* [Your task]:
Begin at the top of the records below and print each line exactly until the line containing "height:5px; margin-top:-2.5px; transform-origin:0;" has been printed; any pictures are to be left out.

* [Data to process]:
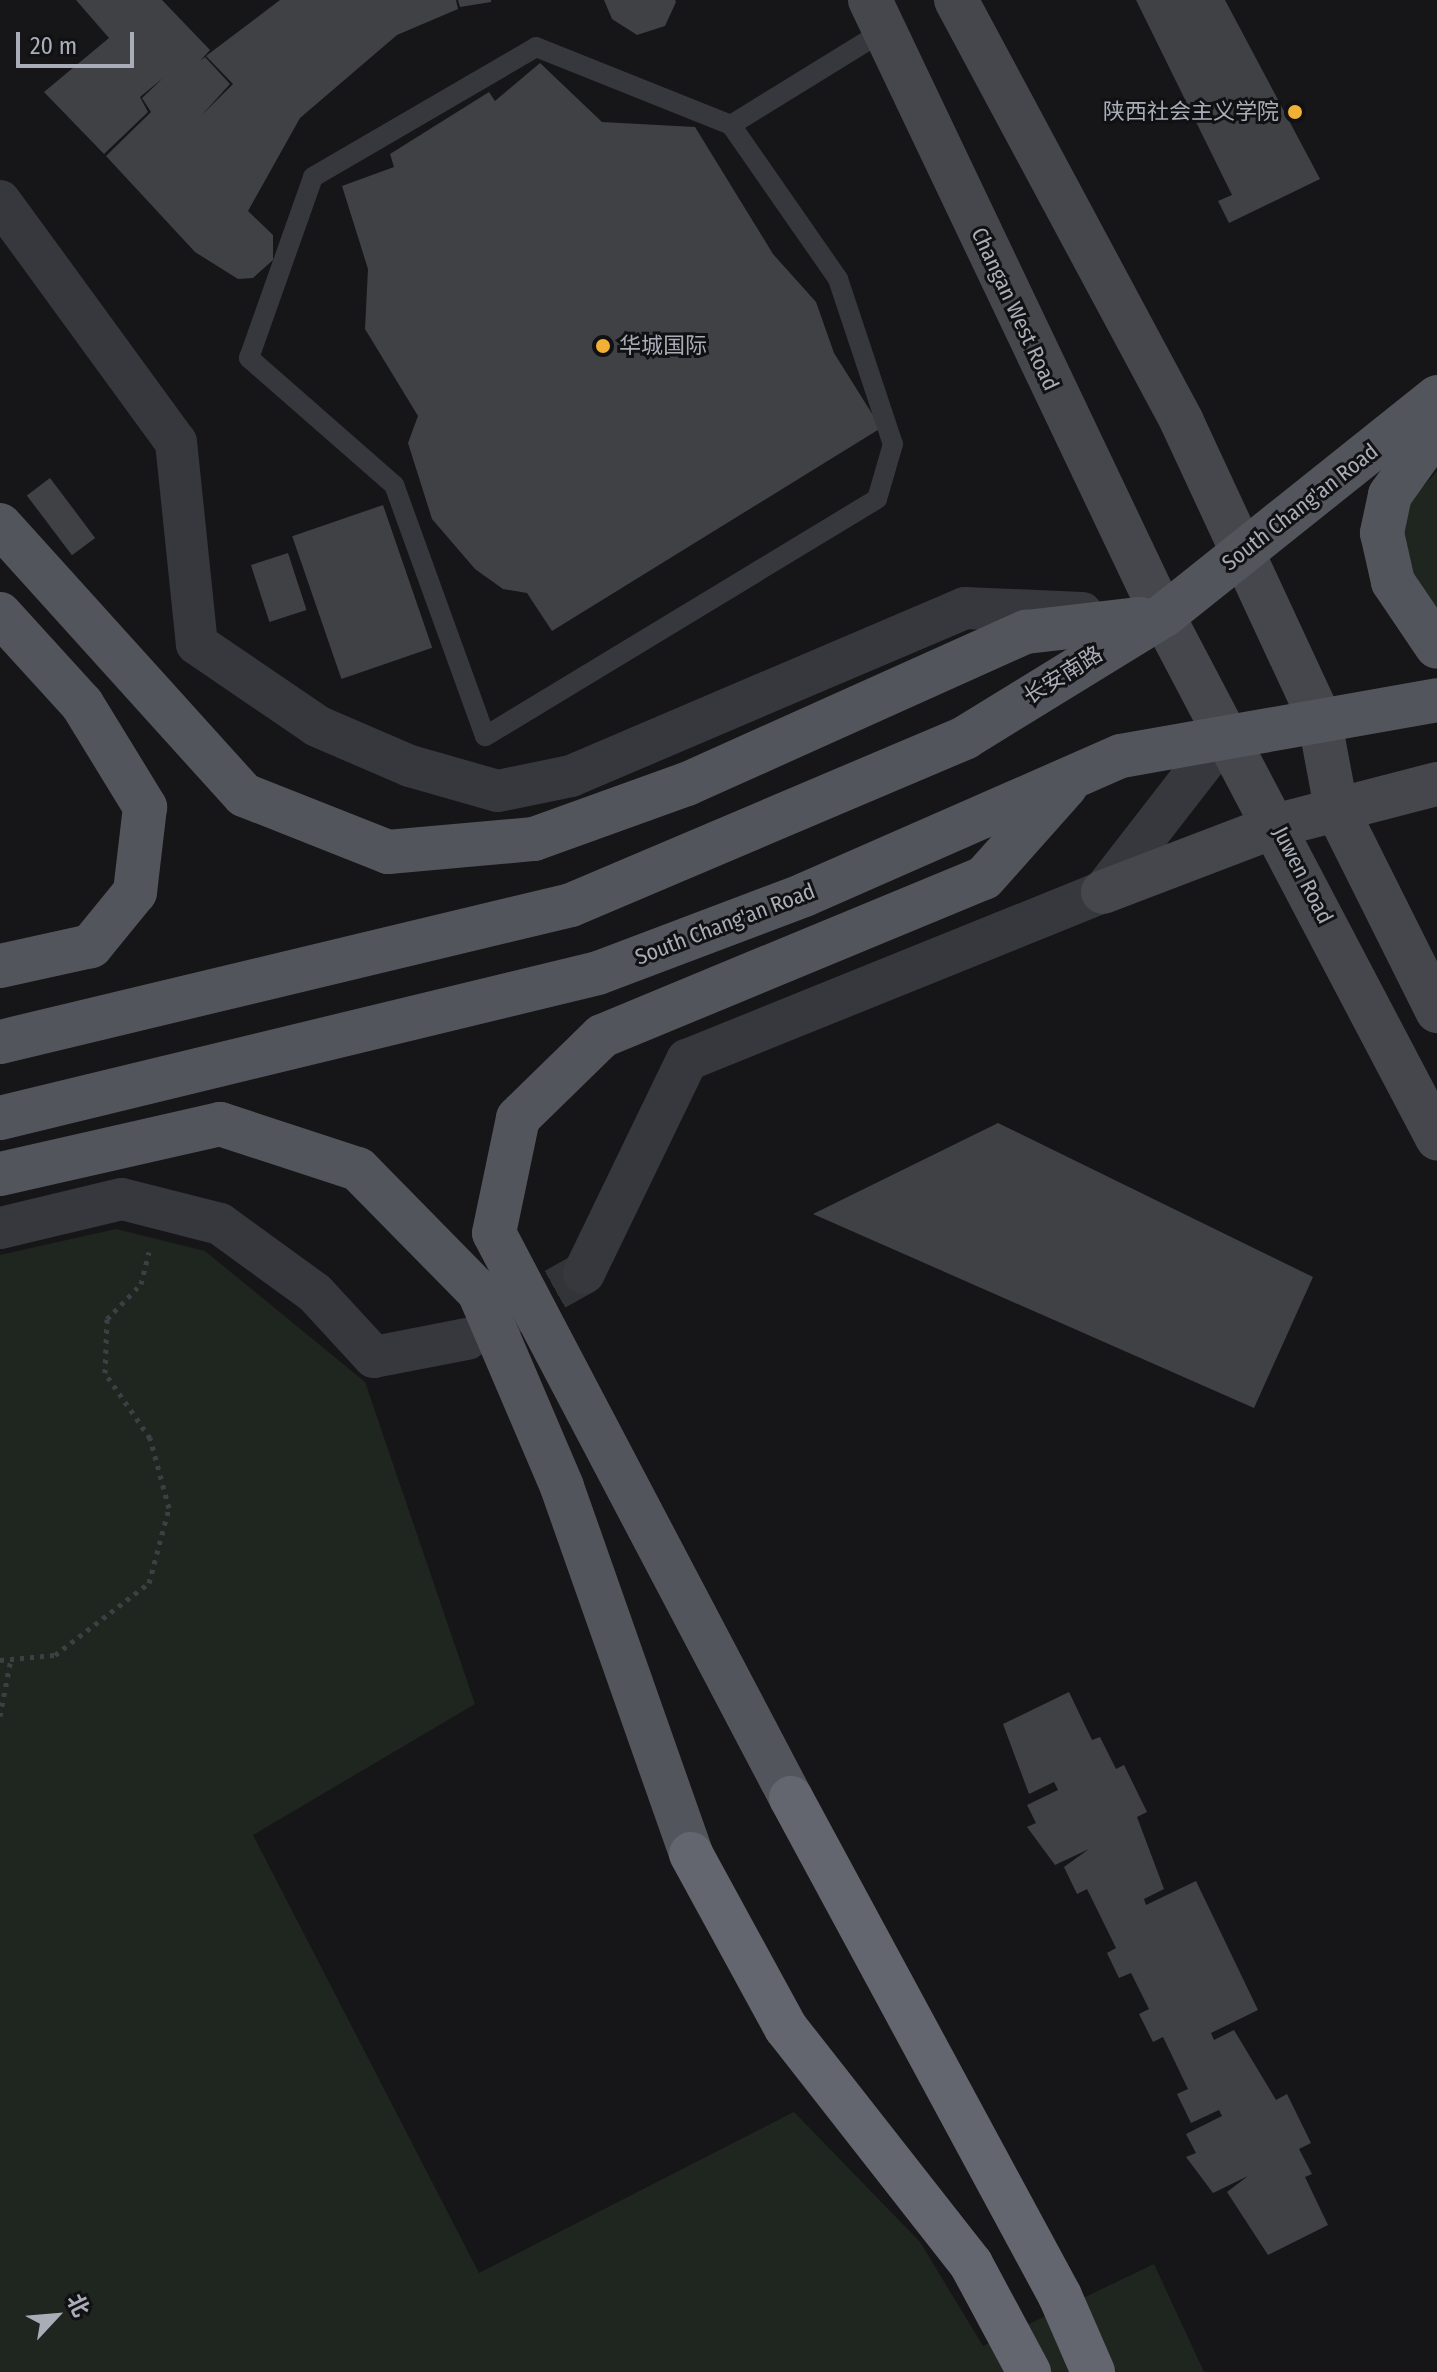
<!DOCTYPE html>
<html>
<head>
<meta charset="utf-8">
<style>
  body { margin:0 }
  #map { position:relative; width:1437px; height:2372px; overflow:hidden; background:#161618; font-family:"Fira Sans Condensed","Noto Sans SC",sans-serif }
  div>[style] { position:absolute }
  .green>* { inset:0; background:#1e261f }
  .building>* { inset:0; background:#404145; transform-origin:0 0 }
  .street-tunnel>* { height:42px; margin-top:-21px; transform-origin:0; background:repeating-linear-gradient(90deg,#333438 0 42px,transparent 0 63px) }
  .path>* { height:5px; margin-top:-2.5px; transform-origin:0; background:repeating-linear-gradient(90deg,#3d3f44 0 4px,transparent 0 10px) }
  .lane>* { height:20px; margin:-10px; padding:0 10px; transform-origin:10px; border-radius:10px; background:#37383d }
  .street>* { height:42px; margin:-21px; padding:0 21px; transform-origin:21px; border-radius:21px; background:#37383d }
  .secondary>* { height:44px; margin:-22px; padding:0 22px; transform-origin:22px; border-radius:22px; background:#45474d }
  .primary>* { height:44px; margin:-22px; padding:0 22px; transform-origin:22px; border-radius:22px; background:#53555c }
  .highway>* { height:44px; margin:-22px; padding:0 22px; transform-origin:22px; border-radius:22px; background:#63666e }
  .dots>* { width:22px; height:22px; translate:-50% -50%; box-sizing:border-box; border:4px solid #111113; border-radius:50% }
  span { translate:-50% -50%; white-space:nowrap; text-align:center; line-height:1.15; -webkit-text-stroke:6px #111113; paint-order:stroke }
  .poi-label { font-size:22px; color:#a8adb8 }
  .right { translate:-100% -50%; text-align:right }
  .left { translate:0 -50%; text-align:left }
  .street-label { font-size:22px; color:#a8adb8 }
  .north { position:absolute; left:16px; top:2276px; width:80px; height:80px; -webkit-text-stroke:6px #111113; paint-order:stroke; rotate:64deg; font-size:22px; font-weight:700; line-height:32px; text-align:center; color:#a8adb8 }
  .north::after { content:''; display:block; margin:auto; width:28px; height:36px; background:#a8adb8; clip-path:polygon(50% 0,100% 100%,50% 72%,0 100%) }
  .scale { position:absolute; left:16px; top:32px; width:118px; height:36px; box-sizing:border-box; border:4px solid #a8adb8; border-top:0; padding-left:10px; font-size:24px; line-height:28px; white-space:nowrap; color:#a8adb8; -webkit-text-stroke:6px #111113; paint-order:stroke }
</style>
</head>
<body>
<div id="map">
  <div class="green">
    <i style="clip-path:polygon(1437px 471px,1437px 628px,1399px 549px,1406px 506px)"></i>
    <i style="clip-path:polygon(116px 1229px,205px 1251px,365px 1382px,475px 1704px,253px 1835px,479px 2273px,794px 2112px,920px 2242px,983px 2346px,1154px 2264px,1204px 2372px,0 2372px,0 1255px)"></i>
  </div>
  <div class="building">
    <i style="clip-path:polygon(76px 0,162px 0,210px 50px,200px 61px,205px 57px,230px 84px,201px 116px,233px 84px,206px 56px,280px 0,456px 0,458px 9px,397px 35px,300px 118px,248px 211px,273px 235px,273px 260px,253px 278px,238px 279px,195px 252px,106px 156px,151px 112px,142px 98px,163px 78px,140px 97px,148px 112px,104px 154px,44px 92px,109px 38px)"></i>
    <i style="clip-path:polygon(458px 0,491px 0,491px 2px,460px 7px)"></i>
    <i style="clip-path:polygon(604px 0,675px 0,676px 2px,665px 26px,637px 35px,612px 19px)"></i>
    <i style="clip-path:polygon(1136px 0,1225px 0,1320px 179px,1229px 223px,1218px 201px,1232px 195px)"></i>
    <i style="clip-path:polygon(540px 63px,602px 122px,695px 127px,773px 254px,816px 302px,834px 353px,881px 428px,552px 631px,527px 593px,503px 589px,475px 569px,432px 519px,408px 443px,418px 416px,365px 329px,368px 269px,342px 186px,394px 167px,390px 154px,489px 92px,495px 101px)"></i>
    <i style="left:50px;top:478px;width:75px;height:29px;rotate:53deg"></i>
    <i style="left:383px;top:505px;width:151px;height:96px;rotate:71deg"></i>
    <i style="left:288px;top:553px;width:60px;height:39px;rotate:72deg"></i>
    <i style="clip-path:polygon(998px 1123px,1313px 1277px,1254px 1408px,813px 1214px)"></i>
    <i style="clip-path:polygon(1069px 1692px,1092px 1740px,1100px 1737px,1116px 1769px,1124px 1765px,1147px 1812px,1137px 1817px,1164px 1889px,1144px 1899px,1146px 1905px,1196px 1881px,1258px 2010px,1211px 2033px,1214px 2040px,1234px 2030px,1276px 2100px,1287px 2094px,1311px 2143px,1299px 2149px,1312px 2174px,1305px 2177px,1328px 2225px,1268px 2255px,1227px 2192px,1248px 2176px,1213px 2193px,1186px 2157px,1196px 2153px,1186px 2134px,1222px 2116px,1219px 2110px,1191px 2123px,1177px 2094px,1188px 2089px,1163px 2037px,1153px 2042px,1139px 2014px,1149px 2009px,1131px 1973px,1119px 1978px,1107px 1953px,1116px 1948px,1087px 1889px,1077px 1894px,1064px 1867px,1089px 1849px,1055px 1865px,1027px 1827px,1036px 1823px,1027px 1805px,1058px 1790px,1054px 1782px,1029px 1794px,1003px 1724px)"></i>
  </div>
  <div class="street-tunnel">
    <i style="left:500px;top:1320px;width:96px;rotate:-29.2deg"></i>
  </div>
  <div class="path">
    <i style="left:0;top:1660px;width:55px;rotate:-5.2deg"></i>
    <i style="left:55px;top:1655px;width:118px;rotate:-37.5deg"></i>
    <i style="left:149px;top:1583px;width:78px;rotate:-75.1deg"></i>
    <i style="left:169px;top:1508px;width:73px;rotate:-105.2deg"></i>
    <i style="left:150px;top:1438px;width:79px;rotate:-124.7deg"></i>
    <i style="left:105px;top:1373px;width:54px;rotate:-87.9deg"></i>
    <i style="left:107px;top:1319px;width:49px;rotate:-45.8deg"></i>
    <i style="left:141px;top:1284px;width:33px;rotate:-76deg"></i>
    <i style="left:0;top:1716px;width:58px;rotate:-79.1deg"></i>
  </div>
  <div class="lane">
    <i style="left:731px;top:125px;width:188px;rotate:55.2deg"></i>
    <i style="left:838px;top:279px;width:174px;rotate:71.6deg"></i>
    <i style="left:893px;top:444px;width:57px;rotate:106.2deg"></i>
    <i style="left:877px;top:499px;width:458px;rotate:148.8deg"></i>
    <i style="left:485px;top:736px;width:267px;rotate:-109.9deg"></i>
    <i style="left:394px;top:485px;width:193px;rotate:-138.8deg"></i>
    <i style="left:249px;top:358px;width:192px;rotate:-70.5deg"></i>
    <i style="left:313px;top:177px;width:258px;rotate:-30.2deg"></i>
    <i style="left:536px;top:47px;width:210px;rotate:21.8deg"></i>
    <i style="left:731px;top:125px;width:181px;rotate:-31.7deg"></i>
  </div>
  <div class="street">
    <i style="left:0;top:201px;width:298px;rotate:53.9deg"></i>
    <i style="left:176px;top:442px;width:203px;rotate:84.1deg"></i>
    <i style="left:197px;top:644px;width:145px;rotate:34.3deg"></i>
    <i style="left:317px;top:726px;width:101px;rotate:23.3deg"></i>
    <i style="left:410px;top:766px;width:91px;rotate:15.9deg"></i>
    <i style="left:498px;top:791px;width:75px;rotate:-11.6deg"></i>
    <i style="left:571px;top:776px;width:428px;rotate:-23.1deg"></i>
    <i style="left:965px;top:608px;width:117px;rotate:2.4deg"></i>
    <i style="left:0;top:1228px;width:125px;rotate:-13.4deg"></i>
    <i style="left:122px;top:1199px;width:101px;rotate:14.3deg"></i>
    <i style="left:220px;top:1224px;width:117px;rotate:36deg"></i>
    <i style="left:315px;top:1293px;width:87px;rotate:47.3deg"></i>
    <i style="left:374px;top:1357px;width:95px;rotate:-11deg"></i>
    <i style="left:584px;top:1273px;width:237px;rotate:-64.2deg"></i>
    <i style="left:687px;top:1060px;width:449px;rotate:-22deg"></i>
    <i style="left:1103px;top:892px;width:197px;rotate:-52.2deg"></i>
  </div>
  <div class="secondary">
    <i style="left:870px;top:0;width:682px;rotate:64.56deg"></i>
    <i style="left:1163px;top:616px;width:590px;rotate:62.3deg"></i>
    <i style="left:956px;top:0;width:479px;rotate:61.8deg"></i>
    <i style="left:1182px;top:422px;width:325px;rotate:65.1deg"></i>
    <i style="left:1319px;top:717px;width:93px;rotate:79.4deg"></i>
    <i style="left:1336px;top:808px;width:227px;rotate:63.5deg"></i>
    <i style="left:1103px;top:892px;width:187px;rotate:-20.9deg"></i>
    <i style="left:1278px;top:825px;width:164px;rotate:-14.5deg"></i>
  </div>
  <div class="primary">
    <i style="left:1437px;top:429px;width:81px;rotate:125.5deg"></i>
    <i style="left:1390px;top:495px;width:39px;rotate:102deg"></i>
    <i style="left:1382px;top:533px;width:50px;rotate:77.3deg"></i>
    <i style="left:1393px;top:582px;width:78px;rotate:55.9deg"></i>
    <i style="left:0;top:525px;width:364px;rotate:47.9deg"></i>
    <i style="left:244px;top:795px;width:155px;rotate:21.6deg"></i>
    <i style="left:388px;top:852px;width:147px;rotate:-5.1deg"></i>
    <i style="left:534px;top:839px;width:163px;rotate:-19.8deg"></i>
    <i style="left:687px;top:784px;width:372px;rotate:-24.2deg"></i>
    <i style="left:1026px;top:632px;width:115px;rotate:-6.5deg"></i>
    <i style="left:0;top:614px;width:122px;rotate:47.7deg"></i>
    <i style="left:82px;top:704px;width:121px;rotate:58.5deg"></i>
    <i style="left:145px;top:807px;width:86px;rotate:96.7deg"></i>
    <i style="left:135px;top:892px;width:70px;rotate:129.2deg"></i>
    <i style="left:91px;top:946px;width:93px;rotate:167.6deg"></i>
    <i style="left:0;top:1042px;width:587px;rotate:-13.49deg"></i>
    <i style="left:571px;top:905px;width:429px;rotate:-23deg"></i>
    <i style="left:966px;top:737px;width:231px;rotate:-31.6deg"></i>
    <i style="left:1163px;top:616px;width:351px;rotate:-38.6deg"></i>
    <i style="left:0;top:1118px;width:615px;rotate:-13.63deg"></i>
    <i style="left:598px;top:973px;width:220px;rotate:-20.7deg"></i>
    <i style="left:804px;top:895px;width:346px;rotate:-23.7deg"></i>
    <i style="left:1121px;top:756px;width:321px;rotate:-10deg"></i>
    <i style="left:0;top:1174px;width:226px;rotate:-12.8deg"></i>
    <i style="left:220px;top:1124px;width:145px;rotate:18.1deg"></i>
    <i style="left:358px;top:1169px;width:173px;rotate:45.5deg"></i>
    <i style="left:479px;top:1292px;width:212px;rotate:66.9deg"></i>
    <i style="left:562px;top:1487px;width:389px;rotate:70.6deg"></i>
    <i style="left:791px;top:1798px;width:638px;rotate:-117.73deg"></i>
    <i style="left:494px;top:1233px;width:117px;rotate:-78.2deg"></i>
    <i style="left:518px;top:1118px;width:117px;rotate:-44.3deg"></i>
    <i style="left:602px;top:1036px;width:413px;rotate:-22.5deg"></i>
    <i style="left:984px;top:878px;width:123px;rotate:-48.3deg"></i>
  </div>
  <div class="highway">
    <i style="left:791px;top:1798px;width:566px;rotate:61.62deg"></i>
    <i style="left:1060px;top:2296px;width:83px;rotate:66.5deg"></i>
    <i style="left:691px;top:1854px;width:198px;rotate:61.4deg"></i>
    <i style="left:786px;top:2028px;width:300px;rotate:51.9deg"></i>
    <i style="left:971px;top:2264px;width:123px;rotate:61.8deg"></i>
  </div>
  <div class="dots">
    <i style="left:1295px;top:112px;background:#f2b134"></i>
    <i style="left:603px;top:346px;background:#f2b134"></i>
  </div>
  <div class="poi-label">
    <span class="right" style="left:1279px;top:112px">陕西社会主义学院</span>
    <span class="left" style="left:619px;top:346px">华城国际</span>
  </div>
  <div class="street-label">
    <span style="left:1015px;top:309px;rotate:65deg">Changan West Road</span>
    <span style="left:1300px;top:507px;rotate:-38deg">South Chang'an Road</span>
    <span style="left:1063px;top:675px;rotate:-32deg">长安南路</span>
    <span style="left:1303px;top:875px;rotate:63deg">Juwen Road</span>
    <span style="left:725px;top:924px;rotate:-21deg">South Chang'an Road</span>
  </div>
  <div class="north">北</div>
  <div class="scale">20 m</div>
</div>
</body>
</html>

* [Task response]:
<!DOCTYPE html>
<html>
<head>
<meta charset="utf-8">
<style>
  body { margin:0 }
  #map { position:relative; width:1437px; height:2372px; overflow:hidden; background:#161618; font-family:"Fira Sans Condensed","Noto Sans SC",sans-serif }
  div>[style] { position:absolute }
  .green>* { inset:0; background:#1e261f }
  .building>* { inset:0; background:#404145; transform-origin:0 0 }
  .street-tunnel>* { height:42px; margin-top:-21px; transform-origin:0; background:repeating-linear-gradient(90deg,#333438 0 42px,transparent 0 63px) }
  .path>* { height:5px; margin-top:-2.5px; transform-origin:0; background:repeating-linear-gradient(90deg,#3d3f44 0 4px,transparent 0 10px) }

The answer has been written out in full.